▸ **WHAT NEEDS TO BE DONE**
When you reach the line containing "Quick job: Serialize", begin copying, and keep copying each line exactly until the listing ends.

▸ **EXERCISE INPUTS**
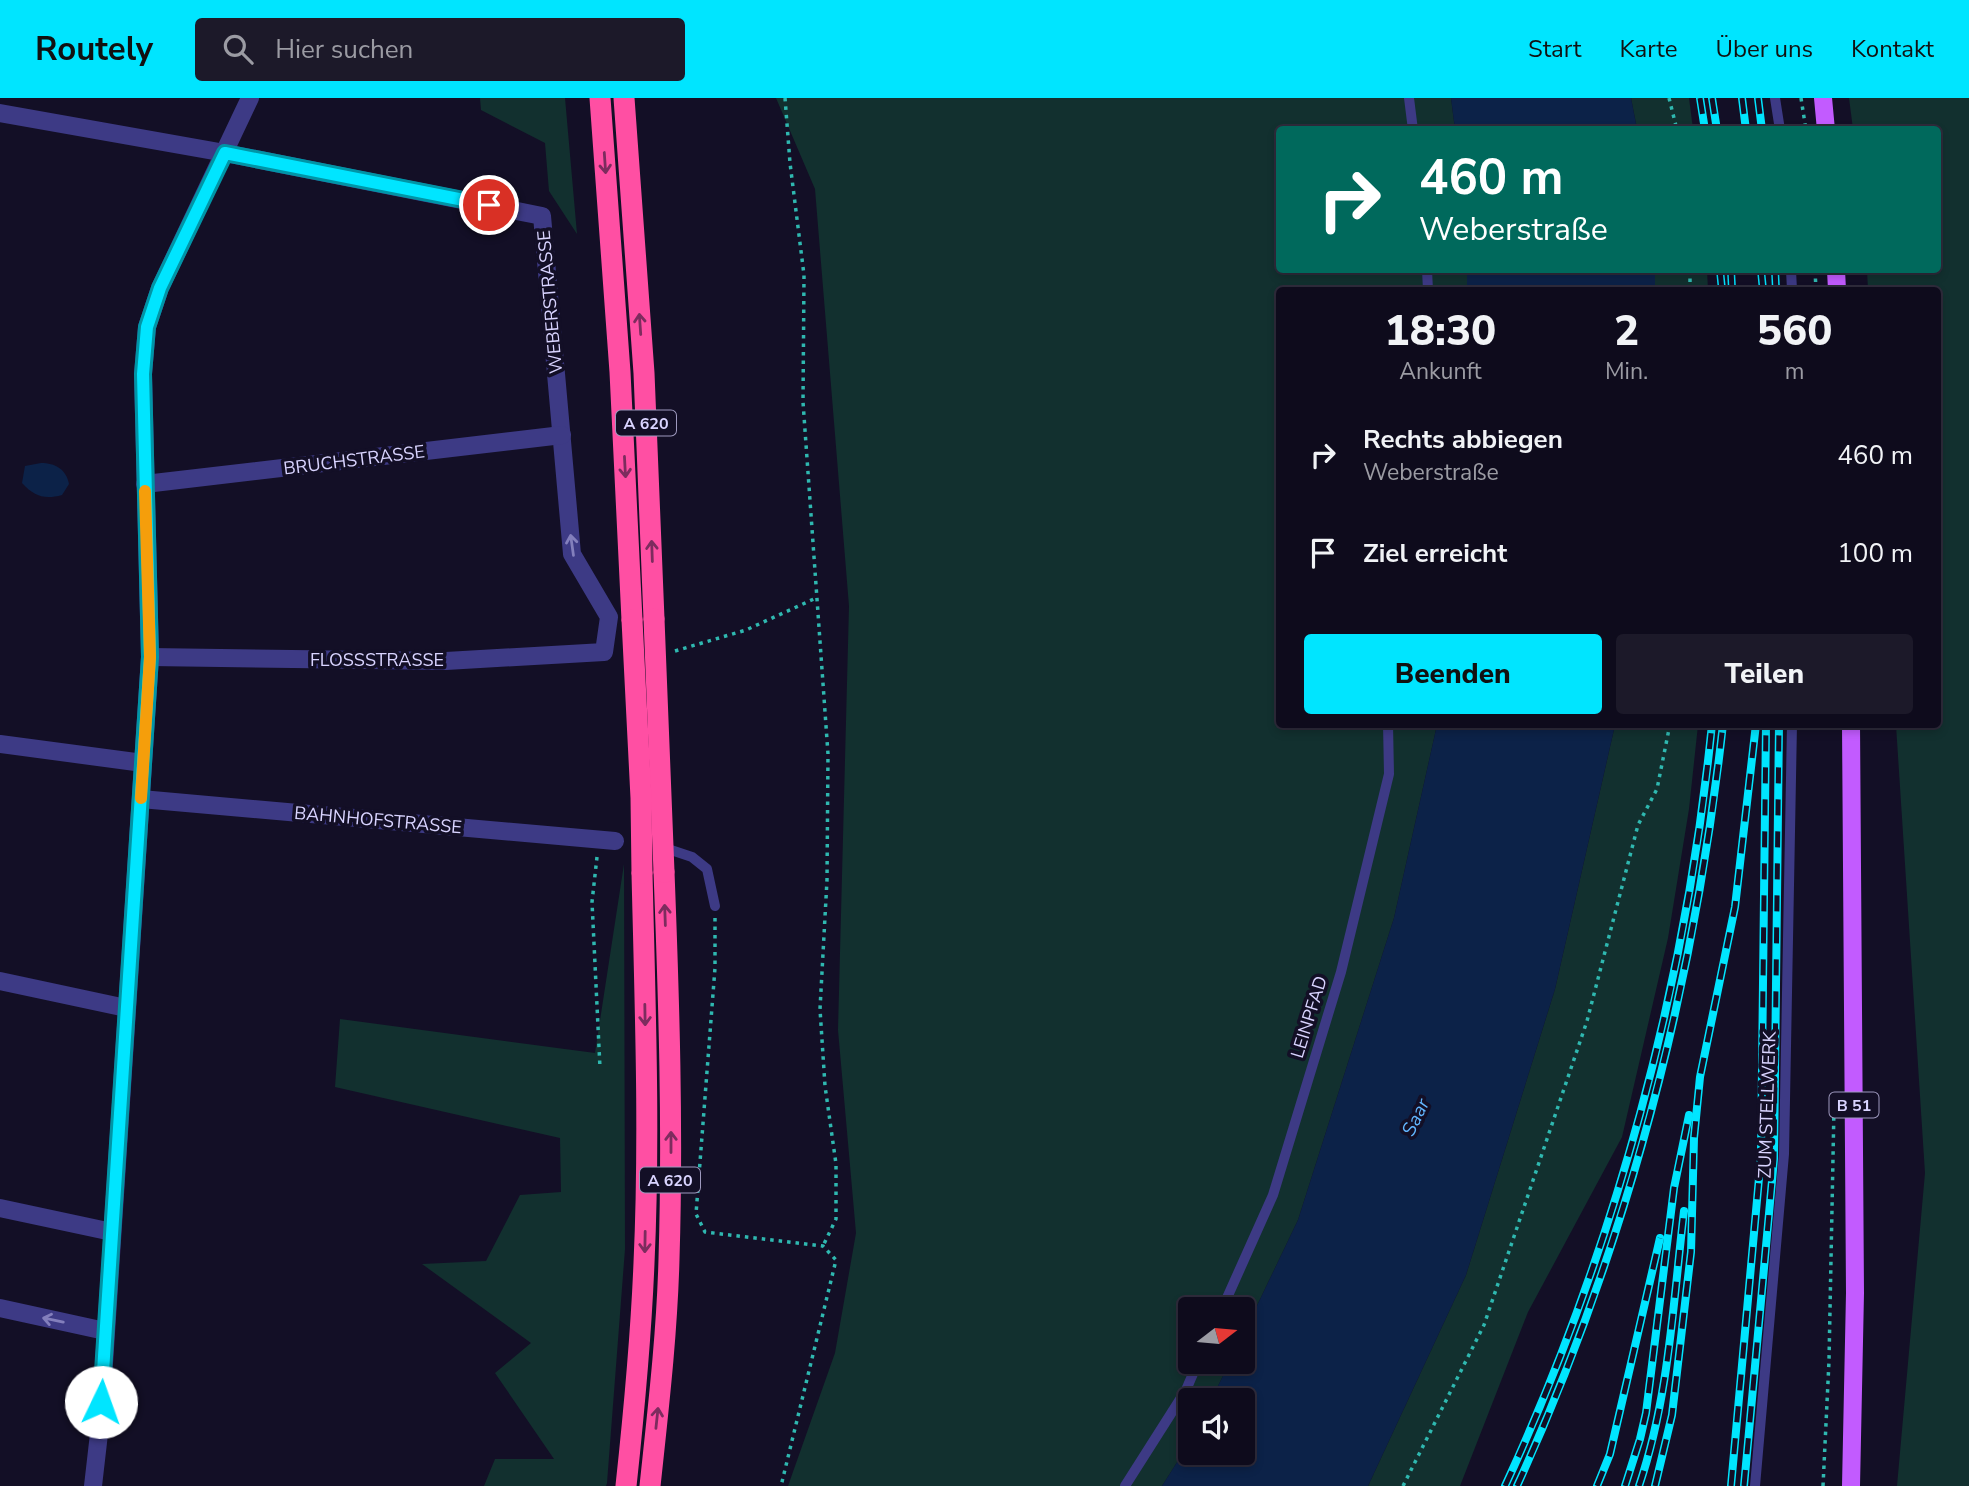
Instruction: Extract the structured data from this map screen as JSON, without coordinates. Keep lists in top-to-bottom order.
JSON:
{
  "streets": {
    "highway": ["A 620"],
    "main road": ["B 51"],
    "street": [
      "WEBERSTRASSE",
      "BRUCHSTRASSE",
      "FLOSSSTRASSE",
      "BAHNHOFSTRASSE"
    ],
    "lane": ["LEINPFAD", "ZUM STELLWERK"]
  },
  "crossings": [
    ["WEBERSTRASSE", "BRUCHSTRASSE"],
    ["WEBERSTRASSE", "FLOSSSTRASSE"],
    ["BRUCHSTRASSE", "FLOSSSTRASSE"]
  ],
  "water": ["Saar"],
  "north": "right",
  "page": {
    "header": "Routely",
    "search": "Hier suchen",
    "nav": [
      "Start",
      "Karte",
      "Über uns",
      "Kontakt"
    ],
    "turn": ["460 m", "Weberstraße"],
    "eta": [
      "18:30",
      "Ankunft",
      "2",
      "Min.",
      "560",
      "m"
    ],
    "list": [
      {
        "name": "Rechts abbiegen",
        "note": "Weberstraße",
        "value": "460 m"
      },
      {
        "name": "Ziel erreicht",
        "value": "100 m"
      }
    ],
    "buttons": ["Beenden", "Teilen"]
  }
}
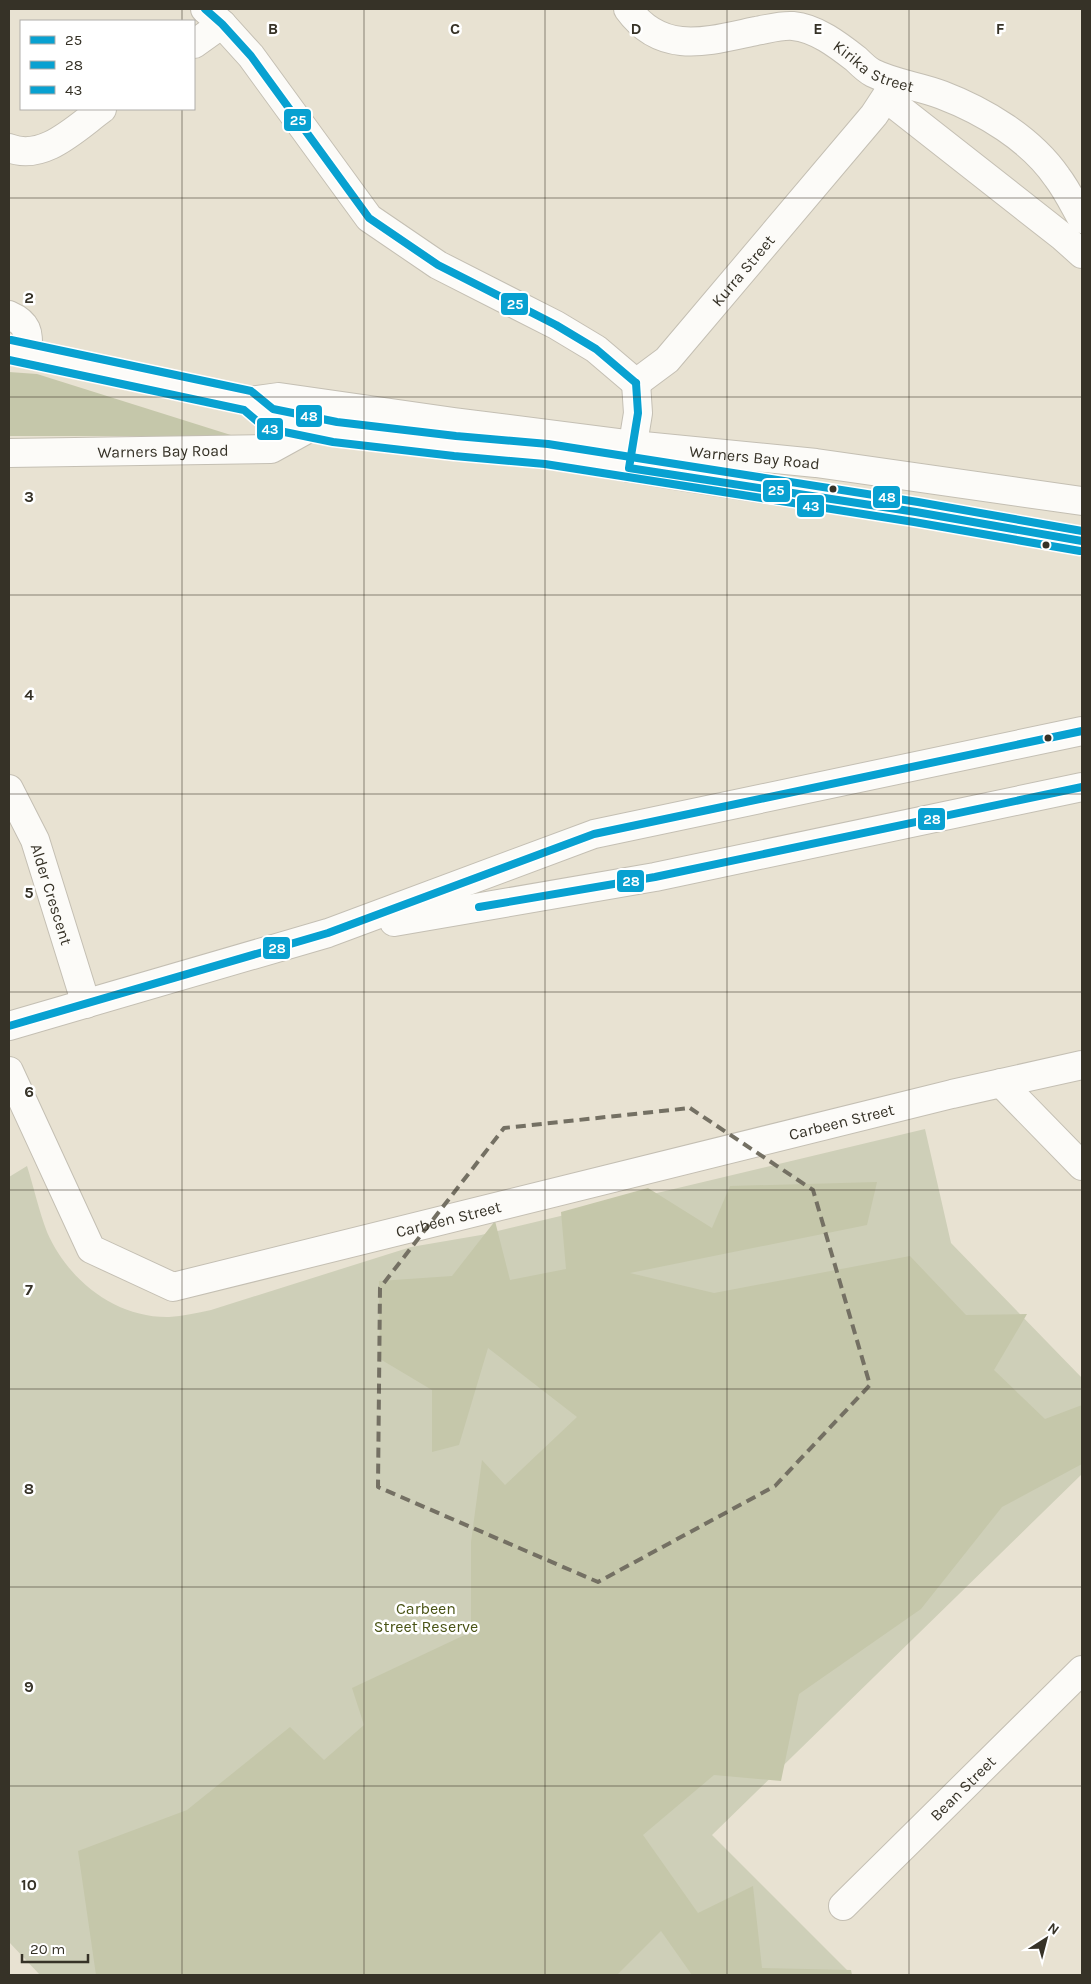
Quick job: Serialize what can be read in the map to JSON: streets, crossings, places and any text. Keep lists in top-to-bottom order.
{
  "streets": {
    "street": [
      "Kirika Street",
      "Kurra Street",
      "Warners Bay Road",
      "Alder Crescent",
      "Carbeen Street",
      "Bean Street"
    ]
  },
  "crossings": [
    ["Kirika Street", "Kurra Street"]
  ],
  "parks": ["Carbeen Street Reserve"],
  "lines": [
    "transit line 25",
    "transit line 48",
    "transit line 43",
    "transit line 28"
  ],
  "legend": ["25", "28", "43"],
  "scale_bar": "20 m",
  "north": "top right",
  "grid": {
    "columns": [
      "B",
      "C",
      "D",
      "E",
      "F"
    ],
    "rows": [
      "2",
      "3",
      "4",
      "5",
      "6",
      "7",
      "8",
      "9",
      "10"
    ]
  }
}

▸ **ANSWER**
Quick job: Serialize what can be read in the map to JSON: streets, crossings, places and any text. Keep lists in top-to-bottom order.
{
  "streets": {
    "street": [
      "Kirika Street",
      "Kurra Street",
      "Warners Bay Road",
      "Alder Crescent",
      "Carbeen Street",
      "Bean Street"
    ]
  },
  "crossings": [
    ["Kirika Street", "Kurra Street"]
  ],
  "parks": ["Carbeen Street Reserve"],
  "lines": [
    "transit line 25",
    "transit line 48",
    "transit line 43",
    "transit line 28"
  ],
  "legend": ["25", "28", "43"],
  "scale_bar": "20 m",
  "north": "top right",
  "grid": {
    "columns": [
      "B",
      "C",
      "D",
      "E",
      "F"
    ],
    "rows": [
      "2",
      "3",
      "4",
      "5",
      "6",
      "7",
      "8",
      "9",
      "10"
    ]
  }
}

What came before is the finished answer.